There were other reasons offered by Zuckerberg for the job losses. A wider “macroeconomic downturn” hammered all tech stocks equally, as profit today started to look tastier than growth tomorrow in the eyes of investors facing the end of the western world’s zero interest rate policy. “Increased competition,” he said, hurt further, as did “ads signal loss”.

Zuckerberg did not name the rivals eating Facebook’s lunch. But it’s clear he was referring to competition from TikTok, a trendy app stealing users and dominating the zeitgeist, and a change of policy at Apple. In 2021, Apple limited the amount of data, or “signals”, Facebook could gather about the behaviour of iPhone users, which made it harder for small businesses to use Facebook adverts to profitably acquire new customers.

One issue repeatedly cited by Wall Street as a cause for concern was absent from the Facebook founder’s explanation for the job losses: the company’s immense investment in the “metaverse”, a loosely defined vision of a future in which people congregate in virtual worlds, accessed through virtual reality and augmented reality devices, to socialise, work and play.

In 2021 alone, Meta spent more than $12bn (£10bn) on R&D at its Reality Labs metaverse wing, and brought in barely a sixth of that in the few metaverse products it actually makes revenue from, including its Meta Quest headsets (the hi-tech goggles previously called Oculus) and the Horizon Worlds chatroom. Those losses are growing: in 2019 Reality Labs lost $4.5bn with $500m in revenue, and in 2020 $6.6bn with $1.1bn in revenue. In an earnings call in February, Zuckerberg said he expected the losses to “increase meaningfully” over 2022.
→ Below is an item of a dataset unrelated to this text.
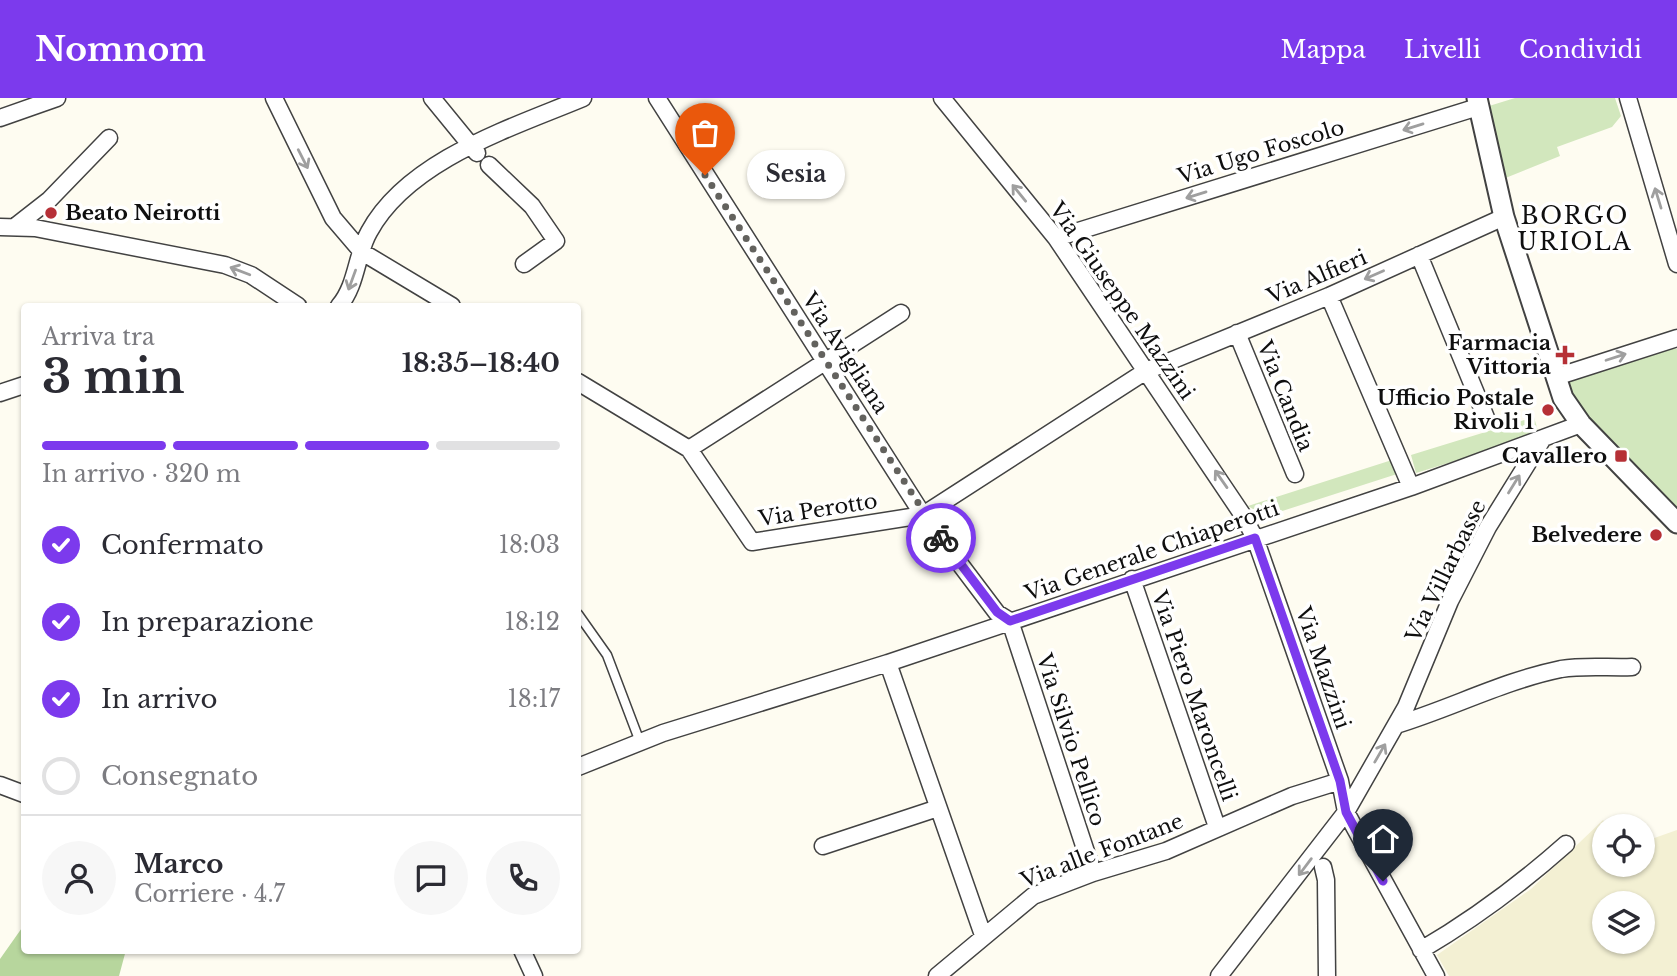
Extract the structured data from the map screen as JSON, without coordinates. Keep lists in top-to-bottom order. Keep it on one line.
{"streets":{"street":["Via Ugo Foscolo","Via Alfieri","Via Giuseppe Mazzini","Via Avigliana","Via Candia","Via Perotto","Via Generale Chiaperotti","Via Villarbasse","Via Mazzini","Via Piero Maroncelli","Via Silvio Pellico","Via alle Fontane"]},"crossings":[["Via Ugo Foscolo","Via Giuseppe Mazzini"],["Via Alfieri","Via Giuseppe Mazzini"],["Via Alfieri","Via Avigliana"],["Via Alfieri","Via Candia"],["Via Alfieri","Via Perotto"],["Via Giuseppe Mazzini","Via Generale Chiaperotti"],["Via Giuseppe Mazzini","Via Mazzini"],["Via Avigliana","Via Perotto"],["Via Avigliana","Via Generale Chiaperotti"],["Via Avigliana","Via Silvio Pellico"],["Via Generale Chiaperotti","Via Villarbasse"],["Via Generale Chiaperotti","Via Mazzini"],["Via Generale Chiaperotti","Via Piero Maroncelli"],["Via Generale Chiaperotti","Via Silvio Pellico"],["Via Villarbasse","Via Mazzini"],["Via Mazzini","Via alle Fontane"],["Via Piero Maroncelli","Via alle Fontane"],["Via Silvio Pellico","Via alle Fontane"]],"one_way":["Via Ugo Foscolo","Via Giuseppe Mazzini"],"districts":["BORGO URIOLA"],"places":{"other":["Sesia","Beato Neirotti","Ufficio Postale Rivoli 1","Belvedere"],"health":["Farmacia Vittoria"],"transit":["Cavallero"]},"page":{"header":"Nomnom","nav":["Mappa","Livelli","Condividi"],"bubble":"Sesia","heading":["3 min","Arriva tra","18:35–18:40"],"panel":["Marco","Corriere · 4.7"],"bar":"In arrivo · 320 m","list":[["Confermato","18:03"],["In preparazione","18:12"],["In arrivo","18:17"],"Consegnato"]}}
Shareholders panicked. Brad Gerstner, the founder of Altimeter Capital, a long-term shareholder in the company, wrote an open letter to Zuckerberg in October, calling on him to radically scale back. “An estimated $100bn+ investment in an unknown future is super-sized and terrifying, even by Silicon Valley standards … we think Meta company should cap its metaverse investments to no more than $5bn per year with more discrete targets and measures of success, as opposed to today’s much more ambitious and open-ended strategy.”

If Gerstner’s estimate is even remotely accurate, Meta could pay every single employee who is losing their job a $9m severance fee, and still spend less than it is expected to invest in building out the metaverse business.

But Zuckerberg doesn’t care. The metaverse – a strategic priority so close to his heart that just over a year ago he renamed the entire company after it – received just one mention in his letter to employees, and it was a full-throated endorsement of his own plans. “We’ve shifted more of our resources on to a smaller number of high priority growth areas,” he said, “like our AI discovery engine, our ads and business platforms, and our long-term vision for the metaverse.”

Meta is shedding staff from its profit engines to fund a megabillion investment in an uncertain future. The baffling thing is, underneath it all, Meta remains a tremendously profitable company, with multiple megascale social networks, a best-in-class advertising business, while its upstart Chinese rival TikTok struggles into uncertain geopolitical headwinds.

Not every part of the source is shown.